The BA change from 1980-to 1990 is an example of how transformational power can affect almost every company’s area. In particular, BA improved its customer service, established a relationship between the leader and staff, and promoted positive emotions and behaviors. There is no doubt that these steps contributed to the overall change in company culture, and the following paragraphs will comment on this process in detail.
The “old” BA was an example of an unprofitable and poorly managed business that suffered from numerous issues. Firstly, an old fleet was a significant problem that led to many issues. On the one hand, such air vehicles resulted in constant delays. On the other hand, they did not meet passengers’ expectations of comfortable journeys. Consequently, customers were not satisfied with the given company and its service. Secondly, BA suffered essential financial losses, and its productivity was lower compared to its international rivals. Thirdly, industrial disputes were typical for BA before the 1980s. These factors resulted in the fact that employees and customers were dissatisfied with the business, which placed it in a dire state. This situation made it clear that the company required a change, but it was not easy to implement one. It was so because the image of the unprofitable company with low-quality service had become connected to BA. That is why businesses need to take specific steps to force clients to change their attitudes.
The BA’s impressive and successful transformation relied on critical factors, and the gap analysis allows for identifying the most significant of them. Heinz (2020) explains that this approach is simple since it focuses on identifying the company’s current position and the desired goal. As for BA, the business determined that it lacked customer satisfaction as well as employees’ excellence and team-working to improve its performance. That is why it was decided to focus on achieving these factors to perform the change.
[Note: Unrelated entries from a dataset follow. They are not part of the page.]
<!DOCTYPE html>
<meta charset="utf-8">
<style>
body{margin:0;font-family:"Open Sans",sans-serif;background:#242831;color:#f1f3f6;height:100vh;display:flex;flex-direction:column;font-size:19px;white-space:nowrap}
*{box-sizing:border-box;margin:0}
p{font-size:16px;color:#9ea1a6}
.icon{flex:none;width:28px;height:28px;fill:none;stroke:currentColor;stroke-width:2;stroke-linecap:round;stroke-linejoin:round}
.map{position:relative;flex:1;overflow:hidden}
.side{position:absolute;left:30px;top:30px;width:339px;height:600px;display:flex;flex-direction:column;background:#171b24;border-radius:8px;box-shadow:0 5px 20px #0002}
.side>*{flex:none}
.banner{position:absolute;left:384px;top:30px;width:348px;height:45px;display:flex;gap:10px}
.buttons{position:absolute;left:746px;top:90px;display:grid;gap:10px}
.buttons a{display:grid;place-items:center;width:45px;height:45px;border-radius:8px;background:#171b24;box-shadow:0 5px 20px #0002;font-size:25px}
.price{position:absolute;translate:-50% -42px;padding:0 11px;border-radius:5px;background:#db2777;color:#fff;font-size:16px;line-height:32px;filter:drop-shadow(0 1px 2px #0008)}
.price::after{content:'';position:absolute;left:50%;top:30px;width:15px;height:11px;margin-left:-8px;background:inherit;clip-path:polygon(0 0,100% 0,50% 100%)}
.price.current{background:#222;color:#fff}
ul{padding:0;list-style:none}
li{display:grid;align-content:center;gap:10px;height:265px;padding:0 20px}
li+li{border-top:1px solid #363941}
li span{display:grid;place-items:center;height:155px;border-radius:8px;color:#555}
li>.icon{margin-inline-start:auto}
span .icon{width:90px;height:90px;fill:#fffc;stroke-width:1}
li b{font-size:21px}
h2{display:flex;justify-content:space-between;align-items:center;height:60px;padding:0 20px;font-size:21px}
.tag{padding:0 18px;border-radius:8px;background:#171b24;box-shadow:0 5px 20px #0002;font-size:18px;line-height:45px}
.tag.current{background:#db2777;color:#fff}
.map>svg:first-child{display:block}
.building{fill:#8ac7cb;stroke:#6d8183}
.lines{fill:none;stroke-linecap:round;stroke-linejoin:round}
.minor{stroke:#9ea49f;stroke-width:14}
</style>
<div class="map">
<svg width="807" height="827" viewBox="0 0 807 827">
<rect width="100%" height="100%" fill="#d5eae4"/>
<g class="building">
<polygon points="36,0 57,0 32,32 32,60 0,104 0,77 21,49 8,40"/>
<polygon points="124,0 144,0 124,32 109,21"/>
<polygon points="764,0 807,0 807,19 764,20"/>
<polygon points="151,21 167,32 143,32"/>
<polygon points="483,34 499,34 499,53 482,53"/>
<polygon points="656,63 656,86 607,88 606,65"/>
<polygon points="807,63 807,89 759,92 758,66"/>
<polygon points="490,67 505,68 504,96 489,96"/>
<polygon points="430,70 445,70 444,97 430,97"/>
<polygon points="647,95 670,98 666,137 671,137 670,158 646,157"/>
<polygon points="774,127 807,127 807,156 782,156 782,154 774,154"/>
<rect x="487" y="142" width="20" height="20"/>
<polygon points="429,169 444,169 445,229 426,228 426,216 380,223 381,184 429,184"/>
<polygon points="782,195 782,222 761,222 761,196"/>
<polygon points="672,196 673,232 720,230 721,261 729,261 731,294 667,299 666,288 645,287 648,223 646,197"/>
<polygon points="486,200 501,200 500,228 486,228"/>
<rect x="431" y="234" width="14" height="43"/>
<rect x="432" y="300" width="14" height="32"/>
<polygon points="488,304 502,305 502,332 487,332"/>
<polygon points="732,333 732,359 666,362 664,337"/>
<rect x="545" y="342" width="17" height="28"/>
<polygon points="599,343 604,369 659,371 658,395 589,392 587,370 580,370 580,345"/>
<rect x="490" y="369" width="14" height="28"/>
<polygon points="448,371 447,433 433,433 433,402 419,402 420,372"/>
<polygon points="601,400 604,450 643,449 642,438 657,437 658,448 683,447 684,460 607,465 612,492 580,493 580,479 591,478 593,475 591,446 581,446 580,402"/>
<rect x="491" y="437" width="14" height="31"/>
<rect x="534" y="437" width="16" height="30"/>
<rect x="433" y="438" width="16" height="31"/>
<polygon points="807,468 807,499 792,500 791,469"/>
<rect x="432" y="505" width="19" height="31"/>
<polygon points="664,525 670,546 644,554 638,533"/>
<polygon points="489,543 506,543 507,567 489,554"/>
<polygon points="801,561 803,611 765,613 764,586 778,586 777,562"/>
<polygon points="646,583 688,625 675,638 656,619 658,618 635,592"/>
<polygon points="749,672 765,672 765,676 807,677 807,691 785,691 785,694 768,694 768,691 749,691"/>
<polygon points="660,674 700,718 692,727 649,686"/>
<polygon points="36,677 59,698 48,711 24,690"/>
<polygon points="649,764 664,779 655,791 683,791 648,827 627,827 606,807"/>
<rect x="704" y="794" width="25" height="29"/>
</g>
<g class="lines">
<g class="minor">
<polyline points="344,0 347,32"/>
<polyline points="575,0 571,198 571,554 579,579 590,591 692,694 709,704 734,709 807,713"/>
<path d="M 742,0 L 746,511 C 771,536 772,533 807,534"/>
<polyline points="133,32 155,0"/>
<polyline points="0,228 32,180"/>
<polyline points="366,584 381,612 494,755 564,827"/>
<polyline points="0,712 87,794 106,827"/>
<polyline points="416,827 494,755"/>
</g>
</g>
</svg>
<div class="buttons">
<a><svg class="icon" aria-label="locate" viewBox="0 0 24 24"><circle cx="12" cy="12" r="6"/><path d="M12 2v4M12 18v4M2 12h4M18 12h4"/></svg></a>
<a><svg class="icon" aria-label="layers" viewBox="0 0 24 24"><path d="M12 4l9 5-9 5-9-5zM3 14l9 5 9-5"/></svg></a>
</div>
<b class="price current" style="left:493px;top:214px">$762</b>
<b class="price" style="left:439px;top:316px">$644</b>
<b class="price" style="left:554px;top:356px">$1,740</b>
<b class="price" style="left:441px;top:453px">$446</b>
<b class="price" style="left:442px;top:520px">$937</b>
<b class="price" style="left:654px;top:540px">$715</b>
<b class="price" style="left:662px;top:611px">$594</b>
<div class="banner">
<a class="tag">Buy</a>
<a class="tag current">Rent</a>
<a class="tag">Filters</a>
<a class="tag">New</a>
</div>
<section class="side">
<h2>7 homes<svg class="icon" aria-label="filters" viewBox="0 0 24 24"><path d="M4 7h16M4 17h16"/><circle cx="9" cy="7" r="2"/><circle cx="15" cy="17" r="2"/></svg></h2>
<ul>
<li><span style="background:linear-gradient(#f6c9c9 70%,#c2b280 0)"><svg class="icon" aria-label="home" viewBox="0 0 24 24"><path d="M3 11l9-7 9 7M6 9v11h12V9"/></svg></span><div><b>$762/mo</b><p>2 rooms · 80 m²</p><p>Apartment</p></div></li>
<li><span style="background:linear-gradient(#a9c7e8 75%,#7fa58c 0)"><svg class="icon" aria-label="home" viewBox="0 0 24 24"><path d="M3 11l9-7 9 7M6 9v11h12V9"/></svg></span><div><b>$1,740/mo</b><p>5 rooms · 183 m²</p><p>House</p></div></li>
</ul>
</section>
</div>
In turn, the transformational process implied key steps and risks. Firstly, the company invested in the Putting People First (PPF) training program to improve customer-employee contacts and experience. Secondly, the scholarly article titled “How Organizations Can Successfully Navigate Change” (2019) admits that change significantly depends on employee motivation. That is why managerial bonuses were introduced to promote productive professional behaviors. Simultaneously, Dumas and Beinecke (2018) demonstrate that leaders’ interpersonal skills influence change. Consequently, Collin Marshal, the company’s CEO, actively engaged in the PPF program and cooperated with employees. This scenario implied the risk that the leader would lose his authority. However, a biblical principle that greatness is in serving mitigates this probability. Marshal did not lose his leading position because even “the Son of Man did not come to be served, but to serve” (Holy Bible, People’s parallel edition, 1996, Mathew 20:27-28). This fact explains why Marshal’s engagement in the program improved employee performance.
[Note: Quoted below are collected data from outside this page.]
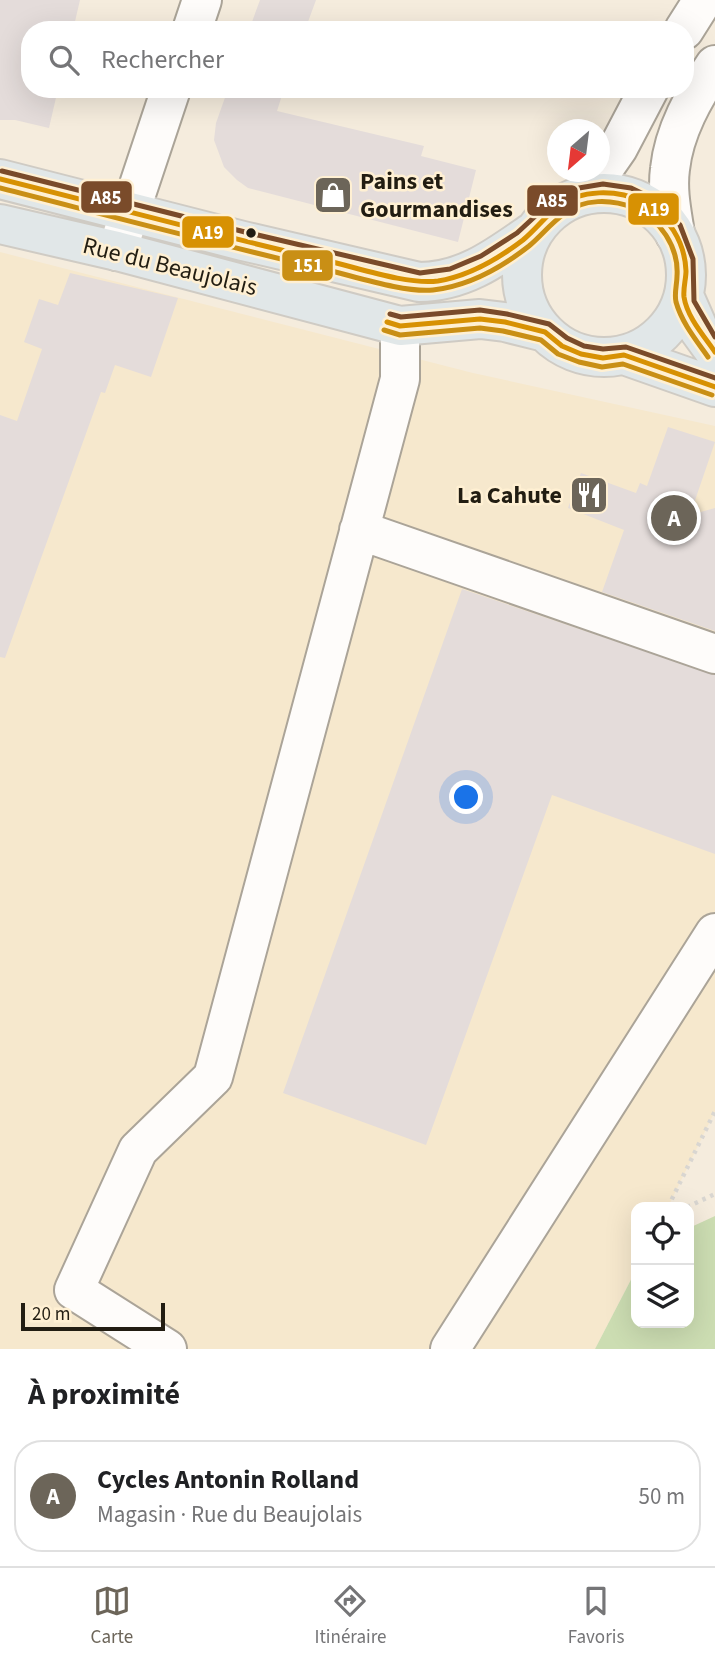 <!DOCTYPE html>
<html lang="fr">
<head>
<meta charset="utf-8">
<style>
  :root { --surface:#fff; --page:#f2f2f2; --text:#202124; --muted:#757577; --line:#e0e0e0; --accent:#6c6559 }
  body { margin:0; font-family:"Source Sans 3",sans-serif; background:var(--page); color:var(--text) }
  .controls { position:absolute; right:21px; bottom:21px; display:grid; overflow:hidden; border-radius:14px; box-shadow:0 7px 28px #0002 }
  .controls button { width:63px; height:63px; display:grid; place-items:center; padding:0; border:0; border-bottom:2px solid var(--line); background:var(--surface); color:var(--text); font:35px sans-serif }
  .compass { position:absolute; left:547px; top:119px; width:63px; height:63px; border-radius:50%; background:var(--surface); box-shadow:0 7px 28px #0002; rotate:208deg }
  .scale { position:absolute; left:21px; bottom:18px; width:144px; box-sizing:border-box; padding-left:7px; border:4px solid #221d12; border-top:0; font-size:19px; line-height:24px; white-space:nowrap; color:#221d12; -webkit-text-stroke:5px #fff0d3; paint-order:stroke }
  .you { position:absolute; left:467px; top:798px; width:24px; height:24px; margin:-18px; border:5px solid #fff; border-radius:50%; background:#1a73e8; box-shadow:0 0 0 10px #1a73e833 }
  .badge { display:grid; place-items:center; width:46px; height:46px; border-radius:50%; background:var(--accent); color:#fff; font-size:23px; font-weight:700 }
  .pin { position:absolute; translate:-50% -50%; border:4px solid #fff; box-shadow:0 2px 7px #0006 }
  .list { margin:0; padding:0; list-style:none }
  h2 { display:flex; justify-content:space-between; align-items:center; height:91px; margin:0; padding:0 28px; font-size:30px }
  h2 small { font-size:23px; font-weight:400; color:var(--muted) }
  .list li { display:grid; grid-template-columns:46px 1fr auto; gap:21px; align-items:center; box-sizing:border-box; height:112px; margin:0 14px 14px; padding:0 14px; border:2px solid var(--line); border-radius:28px }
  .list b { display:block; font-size:26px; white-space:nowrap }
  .list p { margin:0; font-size:23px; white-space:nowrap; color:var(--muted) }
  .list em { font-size:23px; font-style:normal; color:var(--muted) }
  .icon { flex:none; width:38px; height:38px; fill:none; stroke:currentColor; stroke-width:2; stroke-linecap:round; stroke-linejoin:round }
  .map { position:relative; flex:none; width:715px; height:1349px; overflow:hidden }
  .search { position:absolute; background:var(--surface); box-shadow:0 7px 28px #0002; left:21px; right:21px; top:21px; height:77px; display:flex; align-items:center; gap:18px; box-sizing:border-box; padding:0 24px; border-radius:28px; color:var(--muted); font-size:26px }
  .sheet { height:217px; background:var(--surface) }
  nav { display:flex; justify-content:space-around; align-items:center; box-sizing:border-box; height:98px; border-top:2px solid var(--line); background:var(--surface); font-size:19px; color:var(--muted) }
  nav a { display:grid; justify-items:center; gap:4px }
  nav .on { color:var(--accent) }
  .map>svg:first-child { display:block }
  .built { fill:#f6e8cd }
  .green { fill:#ccddb2 }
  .building { fill:#e4dcda }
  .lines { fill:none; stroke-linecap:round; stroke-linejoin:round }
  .minor-casing { stroke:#aba498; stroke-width:42 }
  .major-casing { stroke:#cfcbc4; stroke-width:42 }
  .path { stroke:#d9d6d1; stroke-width:4.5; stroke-dasharray:3.5 5; stroke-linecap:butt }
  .minor { stroke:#fefcfa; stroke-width:38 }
  .major { stroke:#e1e7e8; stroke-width:38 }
  .bus-1-casing { stroke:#fff0d3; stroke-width:10 }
  .bus-2-casing { stroke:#fff0d3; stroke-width:10 }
  .bus-3-casing { stroke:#fff0d3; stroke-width:10 }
  .bus-1 { stroke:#d79103; stroke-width:5 }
  .bus-2 { stroke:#c98f15; stroke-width:5 }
  .bus-3 { stroke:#7a4b2a; stroke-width:5 }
  .bus-dot { fill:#221d12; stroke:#fff0d3; stroke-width:2.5 }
  .labels { text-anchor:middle; stroke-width:5; stroke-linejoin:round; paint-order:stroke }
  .poi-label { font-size:24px; font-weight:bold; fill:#221d12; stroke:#fff0d3; text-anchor:start }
  .street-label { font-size:24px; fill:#221d12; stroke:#fff0d3 }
  .line-badge { stroke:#fff0d3; stroke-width:2.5 }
  .badge-label { font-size:19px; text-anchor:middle; font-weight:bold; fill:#fff }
</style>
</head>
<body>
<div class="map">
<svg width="715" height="1349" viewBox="0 0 715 1349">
  <rect width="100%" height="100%" fill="#f5ecdd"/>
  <!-- built -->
  <path class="built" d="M0,252l473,121 242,53v685l-47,96h-32v63l-41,79h-595z"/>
  <!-- green -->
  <path class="green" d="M715,1216v133h-120l41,-79v53h53v-95z"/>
  <!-- building -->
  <path class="building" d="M0,0h80l-7,30h-43v59h28l-9,39 -34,-8h-15z
    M260,0h56l-11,30h-56z
    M228,89h56l-7,22 147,35 -3,10 55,14 -18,72 -210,-54 -11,-8 -13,-13 -10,-27 2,-17z
    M70,273l108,25 -27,79 -36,-12 -10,28 -4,-1 -96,266 -5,-1v-242l17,6 25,-72 -18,-7 15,-43 19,6z
    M668,427l47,15 -25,73 25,-7v123l-113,-39 22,-62 -56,-22 13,-35 55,20 4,-10 7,3z
    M462,589l253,86v179l-163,-59 -126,350 -143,-52z"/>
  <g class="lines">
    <defs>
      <path id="minor" d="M192,30l10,-30
        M684,30l19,-30
        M586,194l32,-46 31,-59
        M675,234c-3,-21 -8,-43 -5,-65 4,-38 24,-73 45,-104
        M117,251l54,-162
        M359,530l356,124
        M167,1349l-93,-59 64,-140 75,-73 187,-698v-53
        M450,1349l265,-416"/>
      <path id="major" d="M0,179l243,62 176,41c46,0 79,-26 115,-51
        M522 275a82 82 0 1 1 164 0a82 82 0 1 1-164 0Z
        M0,224l117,27 283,75 80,-7 25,3 40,10
        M684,296l15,34 16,22
        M624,355l91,32"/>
    </defs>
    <!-- minor casing -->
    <use href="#minor" class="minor-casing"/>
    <!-- major casing -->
    <use href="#major" class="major-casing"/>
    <!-- path -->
    <path class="path" d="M668,1207l47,-96
      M687,1207l28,-13"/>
    <!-- minor -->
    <use href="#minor" class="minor"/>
    <!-- major -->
    <use href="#major" class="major"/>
    <defs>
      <path id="bus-1" d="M0,179c108,27 215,56 324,81 32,7 82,25 114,21 31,-5 60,-22 85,-41 12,-10 22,-23 34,-33 24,-18 60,-18 86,-5 25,13 42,40 43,69 0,8 -3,17 -2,26 3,20 20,39 31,55
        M387,322l13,4 80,-7 25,3 40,10 17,14 19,8 22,4 21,-3 91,32"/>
      <path id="bus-2" d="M0,188c106,27 212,55 319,80 32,7 84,25 114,22 36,-4 68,-22 96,-44 12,-10 22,-23 35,-32 19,-16 48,-15 70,-6 26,11 45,39 43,68 0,9 -3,17 -1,26 6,21 20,38 32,55
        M384,330l16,5 80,-7 23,3 38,9 17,14 21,8 23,5 21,-3 89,31"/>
      <path id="bus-3" d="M2,171l243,61 175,41 30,-4 31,-13 36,-23 38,-35 18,-9 30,-5 28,4 27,13 22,24 13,34 1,42 21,36
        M390,314l11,3 79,-7 27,4 42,10 18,14 17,8 19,3 23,-2 89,31"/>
    </defs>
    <!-- bus-1 casing -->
    <use href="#bus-1" class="bus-1-casing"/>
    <!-- bus-2 casing -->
    <use href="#bus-2" class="bus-2-casing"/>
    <!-- bus-3 casing -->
    <use href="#bus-3" class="bus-3-casing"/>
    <!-- bus-1 -->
    <use href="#bus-1" class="bus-1"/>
    <!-- bus-2 -->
    <use href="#bus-2" class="bus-2"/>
    <!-- bus-3 -->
    <use href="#bus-3" class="bus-3"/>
  </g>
  <!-- icons -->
  <defs>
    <symbol id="shop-square" viewBox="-11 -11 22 22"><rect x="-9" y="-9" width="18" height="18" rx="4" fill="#6c6559" stroke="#fff0d3"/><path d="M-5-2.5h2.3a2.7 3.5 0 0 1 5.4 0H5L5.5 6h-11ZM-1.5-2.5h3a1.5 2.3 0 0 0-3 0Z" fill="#fff"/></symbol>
    <symbol id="restaurant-square" viewBox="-11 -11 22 22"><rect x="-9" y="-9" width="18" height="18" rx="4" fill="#6c6559" stroke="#fff0d3"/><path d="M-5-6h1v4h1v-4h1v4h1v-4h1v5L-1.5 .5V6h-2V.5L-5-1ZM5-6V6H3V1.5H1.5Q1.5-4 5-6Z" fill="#fff"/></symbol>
  </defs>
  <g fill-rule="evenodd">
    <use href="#shop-square" x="311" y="173" width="44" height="44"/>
    <use href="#restaurant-square" x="567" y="473" width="44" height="44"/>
  </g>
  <!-- markers -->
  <circle class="bus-dot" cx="251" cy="233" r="6"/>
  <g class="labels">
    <!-- poi labels -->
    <g class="poi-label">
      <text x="360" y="189">Pains et<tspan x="360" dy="28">Gourmandises</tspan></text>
      <text x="562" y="503" text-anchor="end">La Cahute</text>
    </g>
    <!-- street labels -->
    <g class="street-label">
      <text transform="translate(170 266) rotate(14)" y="8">Rue du Beaujolais</text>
    </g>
  </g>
  <g class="line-badge">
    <rect x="80" y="180" width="53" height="34" rx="7" fill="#7a4b2a"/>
    <rect x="526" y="184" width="53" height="33" rx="7" fill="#7a4b2a"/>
    <rect x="627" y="192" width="53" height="34" rx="7" fill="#d79103"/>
    <rect x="181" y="215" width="54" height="34" rx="7" fill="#d79103"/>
    <rect x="281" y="249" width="53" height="33" rx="7" fill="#c98f15"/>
  </g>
  <g class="badge-label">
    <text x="106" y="204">A85</text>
    <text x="552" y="207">A85</text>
    <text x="654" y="216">A19</text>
    <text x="208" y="239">A19</text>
    <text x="308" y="272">151</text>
  </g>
</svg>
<div class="controls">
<button><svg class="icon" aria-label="locate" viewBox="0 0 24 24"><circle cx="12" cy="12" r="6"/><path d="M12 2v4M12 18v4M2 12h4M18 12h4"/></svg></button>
<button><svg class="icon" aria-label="layers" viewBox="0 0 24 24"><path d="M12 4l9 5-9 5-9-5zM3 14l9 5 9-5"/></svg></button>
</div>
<svg class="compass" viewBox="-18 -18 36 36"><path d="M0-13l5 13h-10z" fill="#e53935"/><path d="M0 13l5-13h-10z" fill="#757577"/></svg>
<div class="scale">20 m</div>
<div class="you"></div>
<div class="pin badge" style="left:674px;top:518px">A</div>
<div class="search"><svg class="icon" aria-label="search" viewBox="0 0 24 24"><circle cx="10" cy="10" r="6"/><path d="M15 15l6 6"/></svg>Rechercher</div>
</div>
<section class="sheet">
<h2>À proximité<small></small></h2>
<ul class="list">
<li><span class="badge">A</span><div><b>Cycles Antonin Rolland</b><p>Magasin · Rue du Beaujolais</p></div><em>50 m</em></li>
</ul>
</section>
<nav>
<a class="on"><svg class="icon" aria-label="map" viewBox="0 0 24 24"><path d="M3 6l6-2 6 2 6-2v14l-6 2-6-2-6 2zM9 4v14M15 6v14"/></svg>Carte</a>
<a><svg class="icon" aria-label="directions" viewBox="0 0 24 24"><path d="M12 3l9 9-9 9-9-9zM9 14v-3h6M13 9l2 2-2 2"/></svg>Itinéraire</a>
<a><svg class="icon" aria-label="saved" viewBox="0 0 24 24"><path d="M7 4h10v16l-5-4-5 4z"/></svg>Favoris</a>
</nav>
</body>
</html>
The information above explains why the BA change process was impressive and successful. It was so because the company implemented a comprehensive approach to the issue, identified the lacking factors, and took specific measures to achieve them. Since such positive results were obtained, it is possible to mention that I would not have done anything differently. The change process under analysis can be considered a gold standard for other companies that want to improve their performance and culture. However, a slight improvement could have referred to investing more in team-building activities to create good relationships among employees.
Dumas, C., & Beinecke, R. H. (2018). Change leadership in the 21st century. Journal of Organizational Change Management, 31(4), 867–876. Web.
Heinz, A. (2020). Leading Organizational Change (1st ed.) [e-book]. McGraw Hill. Web.
How organizations can successfully navigate change. (2019). Human Resource Management International Digest, 27(6), 10–12. Web.
Publishers, T. H. (1996). Holy Bible People’s parallel edition: Kjv/tlb. Tyndale House Publishers, Inc.